Read through the entries below and return each line with the word "tools".

#####

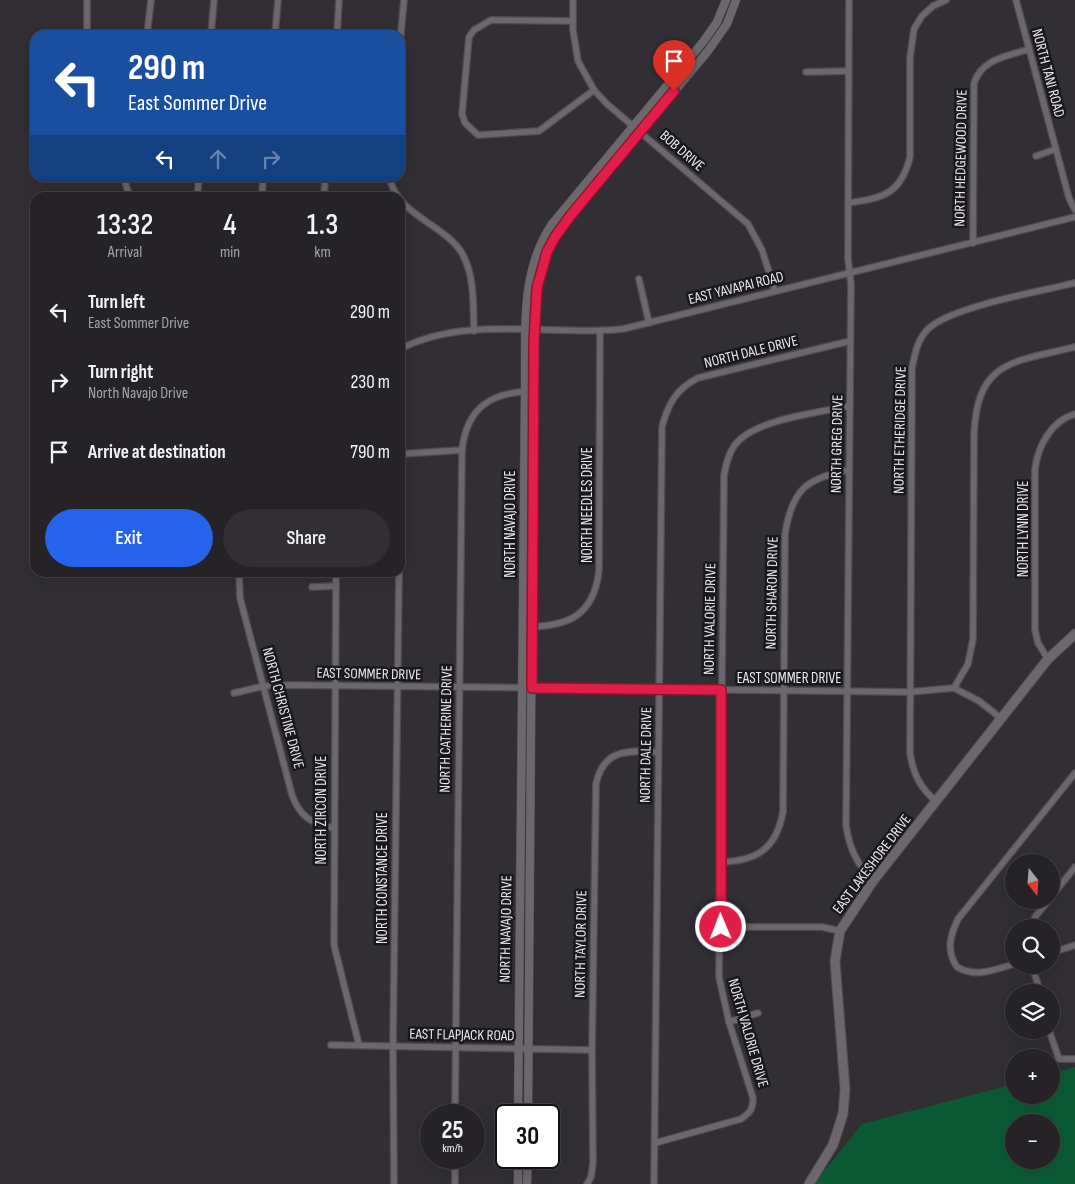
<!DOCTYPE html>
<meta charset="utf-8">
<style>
:root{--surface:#262327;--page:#322f33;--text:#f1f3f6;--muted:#a4a4a7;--line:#424044;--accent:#2563eb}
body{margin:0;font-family:"Sofia Sans Condensed",sans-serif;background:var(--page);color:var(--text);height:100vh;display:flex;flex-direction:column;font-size:19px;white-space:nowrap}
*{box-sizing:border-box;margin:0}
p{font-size:16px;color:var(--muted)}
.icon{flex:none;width:28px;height:28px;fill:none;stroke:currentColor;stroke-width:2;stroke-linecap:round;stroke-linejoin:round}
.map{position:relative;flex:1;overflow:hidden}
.drawer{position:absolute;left:30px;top:192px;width:375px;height:385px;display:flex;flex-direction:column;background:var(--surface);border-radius:15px;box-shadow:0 5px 20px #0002,0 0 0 1px var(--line)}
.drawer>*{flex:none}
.banner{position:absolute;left:30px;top:30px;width:375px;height:152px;border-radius:15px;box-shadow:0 5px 20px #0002,0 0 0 1px var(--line);background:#1a4fa0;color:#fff;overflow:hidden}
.needle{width:32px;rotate:163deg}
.tools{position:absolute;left:1005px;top:854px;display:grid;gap:10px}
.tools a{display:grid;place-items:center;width:55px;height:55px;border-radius:50%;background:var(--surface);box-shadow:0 5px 20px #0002,0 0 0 1px var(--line);font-size:25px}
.speed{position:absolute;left:420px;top:1104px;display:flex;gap:10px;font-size:25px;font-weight:700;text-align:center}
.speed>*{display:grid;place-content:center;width:65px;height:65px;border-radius:50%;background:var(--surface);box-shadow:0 5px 20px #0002,0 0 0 1px var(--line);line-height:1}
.speed small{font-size:12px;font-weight:400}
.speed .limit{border:2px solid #111;border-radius:8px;background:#fff;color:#111}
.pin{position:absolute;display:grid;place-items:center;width:42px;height:42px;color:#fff;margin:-51px -21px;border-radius:50% 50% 50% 0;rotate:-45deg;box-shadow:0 0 5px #0007}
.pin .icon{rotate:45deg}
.me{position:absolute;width:55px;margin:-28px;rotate:359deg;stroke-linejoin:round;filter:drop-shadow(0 0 4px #0008)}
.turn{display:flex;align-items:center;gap:18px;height:105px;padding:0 15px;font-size:22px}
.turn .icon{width:65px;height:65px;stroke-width:2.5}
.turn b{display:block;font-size:35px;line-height:42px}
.lanes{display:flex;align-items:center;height:48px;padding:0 15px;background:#0003;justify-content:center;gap:25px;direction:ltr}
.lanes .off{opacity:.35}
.eta{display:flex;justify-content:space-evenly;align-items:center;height:85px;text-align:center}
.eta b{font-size:30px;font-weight:600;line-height:35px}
.button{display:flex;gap:10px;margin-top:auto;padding:10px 15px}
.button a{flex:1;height:58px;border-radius:30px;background:var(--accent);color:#fff;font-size:20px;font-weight:600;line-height:58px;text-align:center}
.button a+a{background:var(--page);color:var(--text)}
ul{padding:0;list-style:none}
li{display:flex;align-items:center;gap:15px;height:70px;padding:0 15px}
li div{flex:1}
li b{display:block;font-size:19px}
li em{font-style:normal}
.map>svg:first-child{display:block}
.green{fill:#0b5a35;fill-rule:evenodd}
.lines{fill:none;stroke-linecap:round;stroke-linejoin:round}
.minor-casing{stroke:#504d52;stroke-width:8}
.tertiary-casing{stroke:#504d52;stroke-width:9}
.secondary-casing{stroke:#504d52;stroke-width:11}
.minor{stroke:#6b676d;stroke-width:5.5}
.tertiary{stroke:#6b676d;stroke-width:8}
.secondary{stroke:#6b676d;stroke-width:9}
.route-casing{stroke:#92132f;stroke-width:12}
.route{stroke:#e11d48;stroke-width:9}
.labels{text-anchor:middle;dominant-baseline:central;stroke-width:5;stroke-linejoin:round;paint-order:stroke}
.street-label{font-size:15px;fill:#eae8eb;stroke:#19181a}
</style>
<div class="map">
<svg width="1075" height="1184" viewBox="0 0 1075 1184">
<rect width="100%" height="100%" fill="#322f34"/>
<path class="green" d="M1075,1067v117h-261l48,-60 152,-40v11h37v-21zM1014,1122h37v38h-37z"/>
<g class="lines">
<g class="minor-casing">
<g id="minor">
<polyline points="573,0 573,30 578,61 594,90 607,104 748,224 762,250 775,291"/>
<path d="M849,0l-1,259 3,25 -5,541c3,23 11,39 27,56"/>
<polyline points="1016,0 1069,198 1075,210"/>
<polyline points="573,21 491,20 474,30 469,37 462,114 465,123 478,135 539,131 594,90"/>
<polyline points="87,35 87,0"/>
<polyline points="147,35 151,0"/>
<polyline points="211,35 214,0"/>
<polyline points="275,35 278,0"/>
<polyline points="337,35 339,0"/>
<polyline points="400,43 404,0"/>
<polyline points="806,72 848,71"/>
<polyline points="1036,156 1056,149"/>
<polyline points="124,178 130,198"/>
<path d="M390,178c6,37 57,47 73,77 12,23 10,51 11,76"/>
<polyline points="197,198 199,178"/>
<polyline points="262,198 263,178"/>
<polyline points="324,198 325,178"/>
<path d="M848,203c35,-5 53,-9 62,-46v-99l4,-29 8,-13 11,-10 13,-6"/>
<path d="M973,243l1,-160c9,-25 32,-26 55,-34"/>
<polyline points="639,279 649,323"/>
<path d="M400,349c68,-35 150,-12 223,-20l452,-112"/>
<polyline points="400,454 462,450"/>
<path d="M239,572l1,26 52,197c8,22 19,28 41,33"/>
<polyline points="336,572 334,945 359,1045"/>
<polyline points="312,587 336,586"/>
<path d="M523,627c44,0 71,-10 76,-57l1,-238"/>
<path d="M1048,659l-10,-16 -3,-13v-161c3,-23 16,-48 40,-55"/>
<polyline points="954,688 979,701 1002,719"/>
<path d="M234,693l30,-7 24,-1 621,7 45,-4 14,-24 5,-25 1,-204c3,-75 39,-73 101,-88"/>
<path d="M937,802c-17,-14 -24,-28 -27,-49l2,-385c3,-14 5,-28 16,-39 22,-22 113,-38 147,-46"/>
<path d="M720,862c36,-1 56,-12 63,-50l2,-278c7,-44 21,-56 64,-64"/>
<polyline points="1051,897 1075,867"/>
<polyline points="721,927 822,927 840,931"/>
<polyline points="1031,928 1035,917 1049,900"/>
<polyline points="1051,953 1075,945"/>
<path d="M1014,964c-20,6 -38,14 -57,3 -11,-16 -7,-31 1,-48l117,-146"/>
<polyline points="1032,965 1040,992"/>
<polyline points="729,1022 758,1013"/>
<polyline points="1049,1030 1059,1059 1075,1059"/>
<polyline points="331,1045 592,1050"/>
<path d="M455,1115l7,-665c5,-44 30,-58 72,-59"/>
<path d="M655,1143l86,-24c9,-6 12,-10 12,-21l-24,-76 -10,-45 5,-502c2,-10 4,-20 10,-29 19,-27 84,-33 116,-40"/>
<polyline points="394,1184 393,1046 399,572"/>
<polyline points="455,1184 455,1158"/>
<path d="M587,1184l4,-7 2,-14 -1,-113 4,-266c7,-35 33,-34 62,-32"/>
<path d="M654,1184l8,-757c6,-23 14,-38 36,-49l152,-37"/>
</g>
</g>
<g class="tertiary-casing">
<g id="tertiary">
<path d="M518,1115l7,-724c1,-57 -6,-118 27,-167l151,-182 14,-20 9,-22"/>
<path d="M528,1115l6,-774c1,-42 4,-80 29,-116l145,-174 19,-27 9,-24"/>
<polyline points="518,1184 518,1158"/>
<polyline points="527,1184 528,1158"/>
</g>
</g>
<g class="secondary-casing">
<polyline id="secondary" points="809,1184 833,1145 843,1114 845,1089 835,961 840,931 873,881 1048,659 1075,634"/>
</g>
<use href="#minor" class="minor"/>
<use href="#tertiary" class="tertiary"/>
<use href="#secondary" class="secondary"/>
</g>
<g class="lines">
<g class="route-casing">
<polyline id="route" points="674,91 571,215 555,237 547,252 537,288 534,341 532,688 721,690 721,927"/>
</g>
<use href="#route" class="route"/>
</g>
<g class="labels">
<g class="street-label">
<text transform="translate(1048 73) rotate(75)">NORTH TANI ROAD</text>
<text transform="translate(682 151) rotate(41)">BOB DRIVE</text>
<text transform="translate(961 158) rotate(-89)">NORTH HEDGEWOOD DRIVE</text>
<text transform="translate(736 288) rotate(-14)">EAST YAVAPAI ROAD</text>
<text transform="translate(751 352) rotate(-14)">NORTH DALE DRIVE</text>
<text transform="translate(900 430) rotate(-89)">NORTH ETHERIDGE DRIVE</text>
<text transform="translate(837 444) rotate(-89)">NORTH GREG DRIVE</text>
<text transform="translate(587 505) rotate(-90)">NORTH NEEDLES DRIVE</text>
<text transform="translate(510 524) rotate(-90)">NORTH NAVAJO DRIVE</text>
<text transform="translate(1023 529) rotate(-90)">NORTH LYNN DRIVE</text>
<text transform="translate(772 593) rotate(-89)">NORTH SHARON DRIVE</text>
<text transform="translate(710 619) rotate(-89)">NORTH VALORIE DRIVE</text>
<text transform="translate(369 674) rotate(1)">EAST SOMMER DRIVE</text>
<text x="789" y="678">EAST SOMMER DRIVE</text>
<text transform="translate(283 708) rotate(75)">NORTH CHRISTINE DRIVE</text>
<text transform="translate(446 729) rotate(-89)">NORTH CATHERINE DRIVE</text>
<text transform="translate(646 755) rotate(-89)">NORTH DALE DRIVE</text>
<text transform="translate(321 810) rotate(-90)">NORTH ZIRCON DRIVE</text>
<text transform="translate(872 864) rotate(-53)">EAST LAKESHORE DRIVE</text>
<text transform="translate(382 878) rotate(-90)">NORTH CONSTANCE DRIVE</text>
<text transform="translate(506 929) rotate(-89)">NORTH NAVAJO DRIVE</text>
<text transform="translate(581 944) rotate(-89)">NORTH TAYLOR DRIVE</text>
<text transform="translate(748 1033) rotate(74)">NORTH VALORIE DRIVE</text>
<text transform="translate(462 1035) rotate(1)">EAST FLAPJACK ROAD</text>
</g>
</g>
</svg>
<div class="tools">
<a><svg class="needle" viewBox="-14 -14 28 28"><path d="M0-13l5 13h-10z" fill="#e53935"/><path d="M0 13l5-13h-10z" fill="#a4a4a7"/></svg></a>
<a><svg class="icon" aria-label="search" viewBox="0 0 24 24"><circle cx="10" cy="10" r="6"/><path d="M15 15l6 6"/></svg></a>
<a><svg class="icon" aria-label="layers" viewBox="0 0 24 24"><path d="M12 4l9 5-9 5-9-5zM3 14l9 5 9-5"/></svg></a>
<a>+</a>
<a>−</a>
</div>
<div class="speed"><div>25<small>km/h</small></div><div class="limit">30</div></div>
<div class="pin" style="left:674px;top:91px;background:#d93025"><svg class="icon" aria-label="arrive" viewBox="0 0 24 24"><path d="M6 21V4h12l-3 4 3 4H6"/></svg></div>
<svg class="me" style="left:721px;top:927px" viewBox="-20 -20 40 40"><circle r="17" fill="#e11d48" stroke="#fff" stroke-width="3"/><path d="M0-11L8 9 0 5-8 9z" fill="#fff"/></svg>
<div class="banner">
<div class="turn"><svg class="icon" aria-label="left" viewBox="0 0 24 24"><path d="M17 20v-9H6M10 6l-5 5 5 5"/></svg><div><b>290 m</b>East Sommer Drive</div></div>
<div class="lanes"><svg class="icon" aria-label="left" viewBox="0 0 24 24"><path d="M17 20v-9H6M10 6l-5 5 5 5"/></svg><svg class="icon off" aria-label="ahead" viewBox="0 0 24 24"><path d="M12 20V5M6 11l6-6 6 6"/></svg><svg class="icon off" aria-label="right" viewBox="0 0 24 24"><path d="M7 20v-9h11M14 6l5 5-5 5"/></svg></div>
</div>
<section class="drawer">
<div class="eta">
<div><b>13:32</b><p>Arrival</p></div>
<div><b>4</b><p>min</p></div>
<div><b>1.3</b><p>km</p></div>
</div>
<ul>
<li><svg class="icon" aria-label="left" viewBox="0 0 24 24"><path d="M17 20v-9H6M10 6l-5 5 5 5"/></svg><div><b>Turn left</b><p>East Sommer Drive</p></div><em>290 m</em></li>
<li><svg class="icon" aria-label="right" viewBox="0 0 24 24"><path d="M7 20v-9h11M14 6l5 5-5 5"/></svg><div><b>Turn right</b><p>North Navajo Drive</p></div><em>230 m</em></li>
<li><svg class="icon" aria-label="arrive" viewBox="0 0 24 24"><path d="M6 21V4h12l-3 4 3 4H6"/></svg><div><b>Arrive at destination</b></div><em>790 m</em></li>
</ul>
<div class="button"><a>Exit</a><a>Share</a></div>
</section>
</div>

#####

Exercise solution:
.tools{position:absolute;left:1005px;top:854px;display:grid;gap:10px}
.tools a{display:grid;place-items:center;width:55px;height:55px;border-radius:50%;background:var(--surface);box-shadow:0 5px 20px #0002,0 0 0 1px var(--line);font-size:25px}
<div class="tools">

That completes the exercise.